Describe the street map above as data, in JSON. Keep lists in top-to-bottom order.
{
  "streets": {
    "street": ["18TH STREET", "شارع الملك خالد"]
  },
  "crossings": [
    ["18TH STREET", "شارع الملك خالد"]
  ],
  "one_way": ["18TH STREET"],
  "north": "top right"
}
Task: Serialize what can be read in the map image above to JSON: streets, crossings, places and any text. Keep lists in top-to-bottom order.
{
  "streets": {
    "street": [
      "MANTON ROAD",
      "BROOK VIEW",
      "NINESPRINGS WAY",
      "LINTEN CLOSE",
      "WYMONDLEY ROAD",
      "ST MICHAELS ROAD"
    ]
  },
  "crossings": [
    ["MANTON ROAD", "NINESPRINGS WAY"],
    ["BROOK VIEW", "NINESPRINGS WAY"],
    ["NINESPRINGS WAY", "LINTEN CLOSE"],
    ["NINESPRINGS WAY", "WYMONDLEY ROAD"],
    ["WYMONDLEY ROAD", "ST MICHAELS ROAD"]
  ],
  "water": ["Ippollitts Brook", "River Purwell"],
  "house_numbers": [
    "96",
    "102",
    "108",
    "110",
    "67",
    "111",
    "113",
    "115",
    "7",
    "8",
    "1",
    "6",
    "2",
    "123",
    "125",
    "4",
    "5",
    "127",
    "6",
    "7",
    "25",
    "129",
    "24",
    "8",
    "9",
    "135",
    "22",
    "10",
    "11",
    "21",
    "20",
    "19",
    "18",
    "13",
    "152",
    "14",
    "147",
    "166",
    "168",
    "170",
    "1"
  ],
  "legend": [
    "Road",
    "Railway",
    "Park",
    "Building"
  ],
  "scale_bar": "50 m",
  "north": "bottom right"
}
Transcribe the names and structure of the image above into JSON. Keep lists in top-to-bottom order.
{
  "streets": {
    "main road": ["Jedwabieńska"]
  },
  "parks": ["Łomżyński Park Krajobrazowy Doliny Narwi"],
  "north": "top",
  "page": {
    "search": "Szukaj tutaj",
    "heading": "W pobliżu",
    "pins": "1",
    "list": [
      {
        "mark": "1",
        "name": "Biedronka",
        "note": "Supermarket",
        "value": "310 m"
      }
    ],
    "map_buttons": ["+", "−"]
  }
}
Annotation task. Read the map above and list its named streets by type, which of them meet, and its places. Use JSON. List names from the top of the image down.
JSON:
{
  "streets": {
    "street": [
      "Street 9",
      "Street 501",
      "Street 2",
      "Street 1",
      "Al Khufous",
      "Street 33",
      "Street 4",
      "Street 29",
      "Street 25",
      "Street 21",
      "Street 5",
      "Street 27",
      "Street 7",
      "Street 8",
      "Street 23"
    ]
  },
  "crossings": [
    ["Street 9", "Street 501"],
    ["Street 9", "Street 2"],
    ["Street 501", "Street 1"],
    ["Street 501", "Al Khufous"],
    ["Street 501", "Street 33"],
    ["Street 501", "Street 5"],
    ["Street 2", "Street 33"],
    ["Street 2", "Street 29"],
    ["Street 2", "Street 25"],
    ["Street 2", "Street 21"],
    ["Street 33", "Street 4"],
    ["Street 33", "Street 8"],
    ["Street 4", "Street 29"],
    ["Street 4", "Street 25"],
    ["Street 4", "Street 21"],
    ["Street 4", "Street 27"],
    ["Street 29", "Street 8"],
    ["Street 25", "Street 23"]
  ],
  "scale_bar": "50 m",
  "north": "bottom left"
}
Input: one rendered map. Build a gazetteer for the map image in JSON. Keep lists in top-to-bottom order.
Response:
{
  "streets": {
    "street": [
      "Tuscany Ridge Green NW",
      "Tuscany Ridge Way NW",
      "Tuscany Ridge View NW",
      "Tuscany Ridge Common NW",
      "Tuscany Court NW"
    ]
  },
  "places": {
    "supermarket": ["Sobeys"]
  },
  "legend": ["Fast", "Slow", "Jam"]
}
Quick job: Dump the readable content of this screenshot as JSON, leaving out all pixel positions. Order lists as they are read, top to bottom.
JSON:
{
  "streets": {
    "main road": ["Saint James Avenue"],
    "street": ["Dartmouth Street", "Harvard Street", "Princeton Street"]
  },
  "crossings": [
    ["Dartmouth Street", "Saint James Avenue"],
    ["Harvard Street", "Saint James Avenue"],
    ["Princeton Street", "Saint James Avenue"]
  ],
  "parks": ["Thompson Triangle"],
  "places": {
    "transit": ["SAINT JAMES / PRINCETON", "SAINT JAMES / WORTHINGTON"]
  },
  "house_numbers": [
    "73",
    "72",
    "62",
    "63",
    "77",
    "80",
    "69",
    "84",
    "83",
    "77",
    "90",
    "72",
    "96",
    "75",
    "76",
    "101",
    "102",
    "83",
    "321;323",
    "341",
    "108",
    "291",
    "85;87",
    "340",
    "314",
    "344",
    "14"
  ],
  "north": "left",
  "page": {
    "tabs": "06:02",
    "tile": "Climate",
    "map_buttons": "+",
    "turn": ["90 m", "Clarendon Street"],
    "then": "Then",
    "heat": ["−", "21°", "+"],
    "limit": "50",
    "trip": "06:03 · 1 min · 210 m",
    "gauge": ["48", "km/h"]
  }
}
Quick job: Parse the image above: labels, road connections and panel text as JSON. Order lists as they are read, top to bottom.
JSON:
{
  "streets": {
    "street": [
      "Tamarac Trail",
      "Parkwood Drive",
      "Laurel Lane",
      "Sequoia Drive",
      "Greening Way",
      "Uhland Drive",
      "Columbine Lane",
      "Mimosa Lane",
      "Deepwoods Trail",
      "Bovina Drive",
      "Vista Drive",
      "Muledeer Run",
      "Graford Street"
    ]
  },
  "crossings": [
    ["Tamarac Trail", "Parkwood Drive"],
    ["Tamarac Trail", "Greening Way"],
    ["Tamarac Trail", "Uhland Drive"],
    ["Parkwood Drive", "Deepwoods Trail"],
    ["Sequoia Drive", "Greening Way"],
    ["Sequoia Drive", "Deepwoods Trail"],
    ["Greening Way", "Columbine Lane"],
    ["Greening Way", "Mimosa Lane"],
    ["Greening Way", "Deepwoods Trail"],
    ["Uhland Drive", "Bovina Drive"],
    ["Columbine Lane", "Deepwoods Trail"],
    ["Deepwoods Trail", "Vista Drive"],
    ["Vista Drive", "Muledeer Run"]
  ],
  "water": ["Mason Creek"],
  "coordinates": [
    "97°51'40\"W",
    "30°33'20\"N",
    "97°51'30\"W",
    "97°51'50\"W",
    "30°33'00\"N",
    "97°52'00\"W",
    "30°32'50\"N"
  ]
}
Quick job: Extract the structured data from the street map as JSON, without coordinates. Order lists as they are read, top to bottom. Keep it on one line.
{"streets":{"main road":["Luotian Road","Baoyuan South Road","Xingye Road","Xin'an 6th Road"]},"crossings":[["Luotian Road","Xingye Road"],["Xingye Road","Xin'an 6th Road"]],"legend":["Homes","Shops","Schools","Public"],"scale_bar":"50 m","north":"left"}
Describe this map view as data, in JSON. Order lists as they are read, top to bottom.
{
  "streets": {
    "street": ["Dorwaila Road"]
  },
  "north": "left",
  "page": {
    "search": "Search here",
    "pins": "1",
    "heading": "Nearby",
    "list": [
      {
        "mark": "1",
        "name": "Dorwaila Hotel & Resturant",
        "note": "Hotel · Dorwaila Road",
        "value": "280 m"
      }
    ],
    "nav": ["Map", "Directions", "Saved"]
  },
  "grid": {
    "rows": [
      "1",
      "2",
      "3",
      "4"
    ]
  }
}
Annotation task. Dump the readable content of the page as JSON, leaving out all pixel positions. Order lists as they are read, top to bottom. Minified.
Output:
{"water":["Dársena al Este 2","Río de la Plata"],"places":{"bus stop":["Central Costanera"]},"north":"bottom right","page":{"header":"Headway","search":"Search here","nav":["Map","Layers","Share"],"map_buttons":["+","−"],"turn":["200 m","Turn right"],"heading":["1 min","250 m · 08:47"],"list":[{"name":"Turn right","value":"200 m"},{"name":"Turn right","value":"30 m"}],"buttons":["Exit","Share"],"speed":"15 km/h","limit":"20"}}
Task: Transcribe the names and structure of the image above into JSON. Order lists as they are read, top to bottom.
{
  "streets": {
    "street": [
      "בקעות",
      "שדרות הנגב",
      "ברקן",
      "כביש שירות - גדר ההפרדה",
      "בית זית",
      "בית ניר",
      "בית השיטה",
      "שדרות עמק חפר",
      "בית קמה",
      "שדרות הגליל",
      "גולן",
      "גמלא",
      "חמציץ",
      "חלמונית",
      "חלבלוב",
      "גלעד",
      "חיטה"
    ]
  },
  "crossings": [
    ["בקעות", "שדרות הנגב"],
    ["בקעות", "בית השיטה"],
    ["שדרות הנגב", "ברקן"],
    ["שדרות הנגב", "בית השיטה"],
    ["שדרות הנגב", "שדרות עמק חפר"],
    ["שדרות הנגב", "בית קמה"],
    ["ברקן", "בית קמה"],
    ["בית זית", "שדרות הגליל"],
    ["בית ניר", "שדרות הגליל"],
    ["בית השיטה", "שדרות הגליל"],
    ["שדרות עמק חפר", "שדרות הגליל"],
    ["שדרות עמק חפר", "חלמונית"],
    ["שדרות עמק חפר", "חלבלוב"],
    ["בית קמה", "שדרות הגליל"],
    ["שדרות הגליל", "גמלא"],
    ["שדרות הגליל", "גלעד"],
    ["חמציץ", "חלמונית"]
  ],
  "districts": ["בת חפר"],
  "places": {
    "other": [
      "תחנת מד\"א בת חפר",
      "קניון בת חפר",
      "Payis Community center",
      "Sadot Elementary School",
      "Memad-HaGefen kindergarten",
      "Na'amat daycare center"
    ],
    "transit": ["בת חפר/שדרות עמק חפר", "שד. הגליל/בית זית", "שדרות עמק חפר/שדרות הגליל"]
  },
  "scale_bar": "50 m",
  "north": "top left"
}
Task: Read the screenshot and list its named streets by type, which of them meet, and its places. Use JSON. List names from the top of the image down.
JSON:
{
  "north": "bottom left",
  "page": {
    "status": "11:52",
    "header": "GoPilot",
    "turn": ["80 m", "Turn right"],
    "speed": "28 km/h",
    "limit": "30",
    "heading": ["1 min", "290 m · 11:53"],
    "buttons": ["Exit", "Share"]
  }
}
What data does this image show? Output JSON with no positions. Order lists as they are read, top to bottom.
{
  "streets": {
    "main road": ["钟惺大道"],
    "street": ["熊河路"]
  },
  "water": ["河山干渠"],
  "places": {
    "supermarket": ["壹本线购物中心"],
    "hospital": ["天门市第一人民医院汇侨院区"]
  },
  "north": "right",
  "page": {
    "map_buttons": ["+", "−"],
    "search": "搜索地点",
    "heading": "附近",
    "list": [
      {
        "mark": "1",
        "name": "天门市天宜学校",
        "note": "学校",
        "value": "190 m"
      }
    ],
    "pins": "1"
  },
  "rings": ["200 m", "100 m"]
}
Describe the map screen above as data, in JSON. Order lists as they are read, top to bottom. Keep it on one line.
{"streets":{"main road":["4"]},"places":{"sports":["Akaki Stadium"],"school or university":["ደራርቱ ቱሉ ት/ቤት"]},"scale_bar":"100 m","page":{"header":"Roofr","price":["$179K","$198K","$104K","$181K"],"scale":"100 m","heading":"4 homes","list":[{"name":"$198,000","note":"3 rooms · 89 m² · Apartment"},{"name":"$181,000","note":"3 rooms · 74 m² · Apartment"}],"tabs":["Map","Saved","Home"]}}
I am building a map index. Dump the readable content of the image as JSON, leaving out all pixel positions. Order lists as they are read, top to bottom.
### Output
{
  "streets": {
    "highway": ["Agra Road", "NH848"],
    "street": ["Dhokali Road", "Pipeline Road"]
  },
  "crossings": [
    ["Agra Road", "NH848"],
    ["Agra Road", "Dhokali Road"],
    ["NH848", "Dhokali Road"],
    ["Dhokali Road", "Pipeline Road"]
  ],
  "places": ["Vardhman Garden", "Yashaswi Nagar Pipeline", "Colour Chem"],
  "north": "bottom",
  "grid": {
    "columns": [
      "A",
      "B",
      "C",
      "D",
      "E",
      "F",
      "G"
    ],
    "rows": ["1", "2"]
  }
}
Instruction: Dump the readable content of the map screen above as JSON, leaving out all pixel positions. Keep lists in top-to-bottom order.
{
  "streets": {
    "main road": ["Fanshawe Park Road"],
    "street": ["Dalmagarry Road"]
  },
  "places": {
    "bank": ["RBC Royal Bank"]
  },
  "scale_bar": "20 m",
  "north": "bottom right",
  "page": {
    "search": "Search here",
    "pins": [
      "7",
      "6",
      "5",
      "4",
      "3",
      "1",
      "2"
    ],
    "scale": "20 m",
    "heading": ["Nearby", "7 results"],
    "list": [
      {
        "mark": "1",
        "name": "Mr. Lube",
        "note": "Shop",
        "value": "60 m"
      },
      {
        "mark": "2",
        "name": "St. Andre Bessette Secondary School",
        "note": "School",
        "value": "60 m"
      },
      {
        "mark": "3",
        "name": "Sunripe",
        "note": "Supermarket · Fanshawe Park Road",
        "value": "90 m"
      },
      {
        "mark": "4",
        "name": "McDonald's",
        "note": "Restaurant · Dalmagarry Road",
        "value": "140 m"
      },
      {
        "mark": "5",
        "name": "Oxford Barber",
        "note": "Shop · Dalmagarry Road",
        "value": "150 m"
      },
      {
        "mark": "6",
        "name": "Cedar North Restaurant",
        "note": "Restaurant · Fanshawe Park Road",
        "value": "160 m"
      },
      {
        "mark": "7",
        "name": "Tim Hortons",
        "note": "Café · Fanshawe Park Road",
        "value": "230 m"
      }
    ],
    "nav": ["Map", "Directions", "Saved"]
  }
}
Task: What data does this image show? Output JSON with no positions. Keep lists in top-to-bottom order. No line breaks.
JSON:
- - -
WORK ITEM:
From the entries above, write out only the lines starting at the line that holds "Annotation task. Read" and ending at the line that holds "Quick job: Dump", keeping both and matching them exactly.

SOLVED PROBLEM:
Annotation task. Read the map above and list its named streets by type, which of them meet, and its places. Use JSON. List names from the top of the image down.
JSON:
{
  "streets": {
    "street": [
      "Street 9",
      "Street 501",
      "Street 2",
      "Street 1",
      "Al Khufous",
      "Street 33",
      "Street 4",
      "Street 29",
      "Street 25",
      "Street 21",
      "Street 5",
      "Street 27",
      "Street 7",
      "Street 8",
      "Street 23"
    ]
  },
  "crossings": [
    ["Street 9", "Street 501"],
    ["Street 9", "Street 2"],
    ["Street 501", "Street 1"],
    ["Street 501", "Al Khufous"],
    ["Street 501", "Street 33"],
    ["Street 501", "Street 5"],
    ["Street 2", "Street 33"],
    ["Street 2", "Street 29"],
    ["Street 2", "Street 25"],
    ["Street 2", "Street 21"],
    ["Street 33", "Street 4"],
    ["Street 33", "Street 8"],
    ["Street 4", "Street 29"],
    ["Street 4", "Street 25"],
    ["Street 4", "Street 21"],
    ["Street 4", "Street 27"],
    ["Street 29", "Street 8"],
    ["Street 25", "Street 23"]
  ],
  "scale_bar": "50 m",
  "north": "bottom left"
}
Input: one rendered map. Build a gazetteer for the map image in JSON. Keep lists in top-to-bottom order.
Response:
{
  "streets": {
    "street": [
      "Tuscany Ridge Green NW",
      "Tuscany Ridge Way NW",
      "Tuscany Ridge View NW",
      "Tuscany Ridge Common NW",
      "Tuscany Court NW"
    ]
  },
  "places": {
    "supermarket": ["Sobeys"]
  },
  "legend": ["Fast", "Slow", "Jam"]
}
Quick job: Dump the readable content of this screenshot as JSON, leaving out all pixel positions. Order lists as they are read, top to bottom.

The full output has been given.